Database and DBMS Overview

Database

  • Definition: An organized collection of related data.

    • Examples: Bank account databases, payroll databases, Skyward, Amazon’s product database, hotel reservation databases, personal notes.
  • Importance:

    • Contain detailed information about organizations or applications.
    • Manage large data sets (big data).
    • Complexity ranges from simple text files or CSV to complex relational databases.

Types of Databases

  • Operational Databases:

    • Purpose: Collect, modify, and maintain data, serving as the backbone of companies.
    • Characteristics: Store dynamic data that changes consistently, providing up-to-date information.
  • Analytical Databases:

    • Purpose: Store and track historical and time-dependent data.
    • Importance: Helpful in tracking trends and making strategic business projections.
    • Characteristics: Static data represents a point-in-time snapshot, rarely changing.

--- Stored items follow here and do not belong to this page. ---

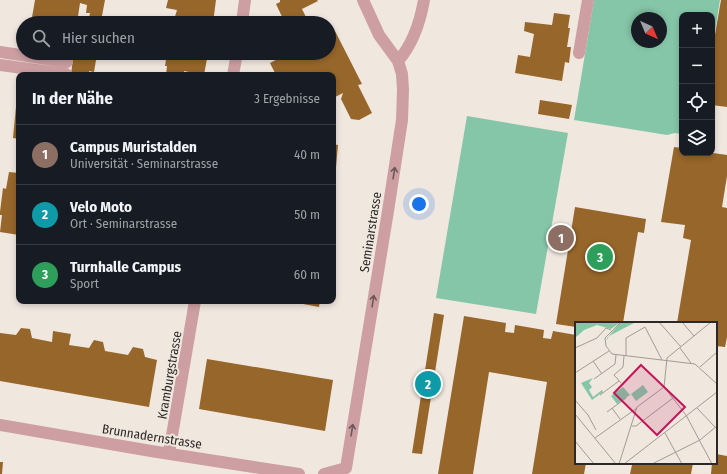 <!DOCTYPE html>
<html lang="de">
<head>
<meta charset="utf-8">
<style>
  body { margin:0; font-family:"Fira Sans Condensed",sans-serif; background:#242831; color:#f1f3f6 }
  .controls { position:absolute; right:12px; top:12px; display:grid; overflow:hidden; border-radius:8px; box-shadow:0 2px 6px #0003 }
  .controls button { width:36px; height:36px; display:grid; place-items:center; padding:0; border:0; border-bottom:1px solid #363941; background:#171b24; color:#f1f3f6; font:20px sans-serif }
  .compass { position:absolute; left:631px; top:12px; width:36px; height:36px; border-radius:50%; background:#171b24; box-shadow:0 2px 6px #0003; rotate:136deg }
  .you { position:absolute; left:419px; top:204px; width:14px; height:14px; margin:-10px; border:3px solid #fff; border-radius:50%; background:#1a73e8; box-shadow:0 0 0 6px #1a73e833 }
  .badge { display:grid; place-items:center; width:26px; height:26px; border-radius:50%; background:#8c9099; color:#fff; font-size:13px; font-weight:700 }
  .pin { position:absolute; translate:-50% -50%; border:2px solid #fff; box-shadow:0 1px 4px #0006 }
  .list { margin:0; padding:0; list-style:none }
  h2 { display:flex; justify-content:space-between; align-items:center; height:52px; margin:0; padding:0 16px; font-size:17px }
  h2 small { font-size:13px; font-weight:400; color:#9ea1a6 }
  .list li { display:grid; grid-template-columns:26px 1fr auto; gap:12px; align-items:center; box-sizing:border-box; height:60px; padding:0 16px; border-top:1px solid #363941 }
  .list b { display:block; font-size:15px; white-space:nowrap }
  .list p { margin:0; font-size:13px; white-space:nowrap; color:#9ea1a6 }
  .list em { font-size:13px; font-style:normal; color:#9ea1a6 }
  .icon { flex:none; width:22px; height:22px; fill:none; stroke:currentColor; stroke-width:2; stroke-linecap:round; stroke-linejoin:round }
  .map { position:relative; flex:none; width:727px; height:474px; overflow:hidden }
  .search { position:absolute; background:#171b24; box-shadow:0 2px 6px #0003; left:16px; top:16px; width:320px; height:44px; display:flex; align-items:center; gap:10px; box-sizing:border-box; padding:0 14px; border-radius:22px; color:#9ea1a6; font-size:15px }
  .panel { position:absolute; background:#171b24; box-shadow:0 2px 6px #0003; left:16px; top:72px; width:320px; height:232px; border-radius:8px }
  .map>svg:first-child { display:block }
</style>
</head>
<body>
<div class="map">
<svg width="727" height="474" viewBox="0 0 727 474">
  <rect width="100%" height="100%" fill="#f0e7df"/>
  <path fill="#85c6a8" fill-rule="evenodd" d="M594,0H720L712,50V15H682V134L675,133L667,135L574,120ZM637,18H661V42H637Z
    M467,116L568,133L536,314L436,298Z"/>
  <path fill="#97662a" d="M35,0H105L101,21H99V23H88L90,13H86L87,5L80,3L77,23H31Z
    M168,0H216L213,23H173L177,10L166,8Z
    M280,0H317L318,1L302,9L309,23H285L276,4L280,2Z
    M721,0H727V107L712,105V52Z
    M554,13L570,15L568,28H570L567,47H571L569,63L565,62L562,81L515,73L518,55L530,57L534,34L524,31L525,22L552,25Z
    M22,27H23V41H20Z
    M335,31L362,84L358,85L372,113L359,120L351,119L341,99L343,93L335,97L333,94V75H276L270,63L289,53H329V34Z
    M167,53H208L204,75L184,71V75H166L167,66H165Z
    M73,57L96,60L94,72L89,71V75H71Z
    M540,100L572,105L569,119L538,114Z
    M16,107L19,108V139L13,138Z
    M333,144L338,145L335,179H333Z
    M674,147L682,148V153H713L727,155V176L722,207L727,208V337L725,347L716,346V323H677L691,240L683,238L685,225L661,222Z
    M9,172L19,173V235L0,232L2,215H0V212L3,188L6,189Z
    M575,207L646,219L644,233L638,232L623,323H576V327L556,324Z
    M287,301H320L319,307Z
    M434,313L444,315L422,454L412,453Z
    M464,316L506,323L505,332L514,333L515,325L544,330L543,338L551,339L553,331L576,335V446L574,460L576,461V463H586L584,474H532L547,382L489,372L473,474H438Z
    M21,328L30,329L32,338L52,342L53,331L71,334L69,345L89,348L94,340L103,342L105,351L128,355L133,347L143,349L145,357L157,360L149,407L0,381V333L16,335Z
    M207,359L333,380L325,431L199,409Z
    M716,454L727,456V474H711L712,463H716Z
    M0,462H3L2,474H0Z
    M628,463H693L691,474H630L632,465Z"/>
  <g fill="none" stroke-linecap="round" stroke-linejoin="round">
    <path stroke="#cd9fa2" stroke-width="12" d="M242,23L245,0
      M0,52L67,62
      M579,53L588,0
      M398,61C413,44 420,23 424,0
      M0,65L66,74
      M233,75L237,53
      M0,425L151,451L299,474
      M169,453L195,301
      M346,468L388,211L402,120L403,90L402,74L398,61L379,35L363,0
      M324,474L346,468"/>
  </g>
  <defs><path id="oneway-shaft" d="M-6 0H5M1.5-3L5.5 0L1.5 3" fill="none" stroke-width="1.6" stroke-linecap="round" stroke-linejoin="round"/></defs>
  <g stroke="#6c5858">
    <use href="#oneway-shaft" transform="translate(394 173) rotate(-81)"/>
    <use href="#oneway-shaft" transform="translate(373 301) rotate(-81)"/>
    <use href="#oneway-shaft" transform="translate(352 430) rotate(-81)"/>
  </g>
  <g text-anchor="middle" stroke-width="4" stroke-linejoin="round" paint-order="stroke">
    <g font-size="13" fill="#2c2826" stroke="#f0e7df">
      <text transform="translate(370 232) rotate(-81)" y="5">Seminarstrasse</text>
      <text transform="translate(169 375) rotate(-80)" y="5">Kramburgstrasse</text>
      <text transform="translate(152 436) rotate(9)" y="5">Brunnadernstrasse</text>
    </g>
  </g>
  <g transform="translate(575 322)">
    <rect width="142" height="142" fill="#f0e7df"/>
    <path d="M46,0H61L34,14L31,19L32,16ZM68,63L73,70L61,79L56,72ZM48,65L55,73L42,82L36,74Z" fill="#85c6a8"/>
    <path d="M0,0H46L36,7L22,3L9,8L0,16Z" fill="#85c6a8"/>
    <path d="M18,56L14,61L17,65L14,68L18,75L27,68L28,70L17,78L6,61Z" fill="#85c6a8"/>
    <path fill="none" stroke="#a29b95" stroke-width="1" d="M46,0L30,16L31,24L37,32L120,42L142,62M84,0L106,25M107,0L119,14M0,26L22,16L31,6L36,8M105,26L116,41M51,34V16L70,5L87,38M18,39L27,52M125,45L142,30M0,51L34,29M19,57L40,42L41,33M46,61L39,53L48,45L49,34M89,65L111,93L137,142M25,73L44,59M0,78L13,93L21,108M37,86L45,97M122,86L140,105M32,90L51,76M0,92L41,142M57,104H61L98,76M90,111L107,142M20,116L62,86M0,119L19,142M44,142L62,85L89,65L92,36L136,0M49,142L142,70M77,142L125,118L142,104"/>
    <path fill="#c2185b" fill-opacity="0.15" stroke="#c2185b" stroke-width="2" d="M66,43L110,85L82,113L39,71Z"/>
    <rect width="142" height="142" fill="none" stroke="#2c2826" stroke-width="2"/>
  </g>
</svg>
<div class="controls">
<button>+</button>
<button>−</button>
<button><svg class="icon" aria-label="locate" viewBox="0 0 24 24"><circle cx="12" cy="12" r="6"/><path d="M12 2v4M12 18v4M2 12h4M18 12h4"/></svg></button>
<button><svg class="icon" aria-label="layers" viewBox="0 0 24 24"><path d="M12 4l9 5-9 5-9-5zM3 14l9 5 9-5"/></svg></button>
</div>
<svg class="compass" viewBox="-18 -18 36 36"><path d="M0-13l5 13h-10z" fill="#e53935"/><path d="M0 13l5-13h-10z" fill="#9ea1a6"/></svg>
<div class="you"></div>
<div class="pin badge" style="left:561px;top:238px;background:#8d6e63">1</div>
<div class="pin badge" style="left:428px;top:384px;background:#0f9aa8">2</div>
<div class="pin badge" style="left:600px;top:257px;background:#2e9e5b">3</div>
<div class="search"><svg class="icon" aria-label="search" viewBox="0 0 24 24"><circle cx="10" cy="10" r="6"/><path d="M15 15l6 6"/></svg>Hier suchen</div>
<section class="panel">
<h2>In der Nähe<small>3 Ergebnisse</small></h2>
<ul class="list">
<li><span class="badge" style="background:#8d6e63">1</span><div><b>Campus Muristalden</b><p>Universität · Seminarstrasse</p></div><em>40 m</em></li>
<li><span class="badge" style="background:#0f9aa8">2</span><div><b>Velo Moto</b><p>Ort · Seminarstrasse</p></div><em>50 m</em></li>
<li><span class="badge" style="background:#2e9e5b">3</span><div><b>Turnhalle Campus</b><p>Sport</p></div><em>60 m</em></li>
</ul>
</section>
</div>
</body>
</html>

Example Application Scenarios

  • Online Bookseller:

    1. Purposes/Services:
    • Sell and recommend books.
    1. Data to Maintain:
    • Information on books, customers, orders (pending, complete, canceled), order histories, trends, and preferences.
    1. Functionalities:
    • Insert and remove books, find books by author/title, analyze past order history.
  • Vaccination Appointment Scheduler:

    • Focus: Designing functionalities without implementation.
    • Considerations: Expected functionalities/services and types of data needed. Explore interrelations.

Needs for Data Management

  • Maintaining Real-World Entities: Proper storage of real-world information.
  • Persistent Large Datasets: Storage solutions that can handle big data efficiently.
  • Efficient Data Queries and Updates: Allow for updates and queries of large datasets without performance issues.
  • Modify Data Structure: Ability to add, update, or remove attributes as needed.
  • Concurrent Updates and Reliability: Support for multiple updates and recovery from failures.
  • Security and Integrity: Ensure data security and integrity while eliminating redundancy.

Early Attempts at the Relational Model

  • Early systems relied on file systems where the programmers visualized data based on physical storage.
  • Ted Codd introduced the relational model for databases which fundamentally changed data organization.

Database Management System (DBMS)

  • Definition: Software that creates, manages, maintains, and persists databases.
    • Functions:
    • Manage data, database engine, and schema.
    • Allow access, lock, and modification of data.
    • Define logical structure and support for concurrency, security, integrity, and administrative procedures.
    • Examples: MySQL, SQLite, MongoDB, PostgreSQL, Oracle, DB2, MS-SQL, Derby.

DBMS Properties

  • Queryable: Must allow questions to be asked and retrieve data.
  • Durable: Ensure data safety and long-term persistence.
  • Schema: Define data structure for storage.
  • No Redundancy: Minimize space use and prevent corruptibility.
  • Indexes and Optimization: Trade-offs between query speed and space efficiency.
  • Concurrency Management: Handle multiple transactions efficiently.

Key Roles in DB Environment

  • Database Administrator (DBA): Manages and tunes the database system.
  • DB Designers: Specify data structure or schema.
  • Application Developers: Create programs for data manipulation.
  • Data Analysts: Clean, correct, and integrate data.
  • DBMS Implementers: Build and maintain DBMS systems.

Common Features / Key Concepts

  • Data Models: Describe real-world data structure.
  • Schema: Definition of tables in a database.
  • Instance: Snapshot of current data in the database.
  • Data Definition Language (DDL): Defines schema.
  • Data Manipulation Language (DML): Affects data instance.
  • Data Independence: Physical and logical data independent of applications.
  • Transaction Properties: Supports atomicity, consistency, isolation, and durability.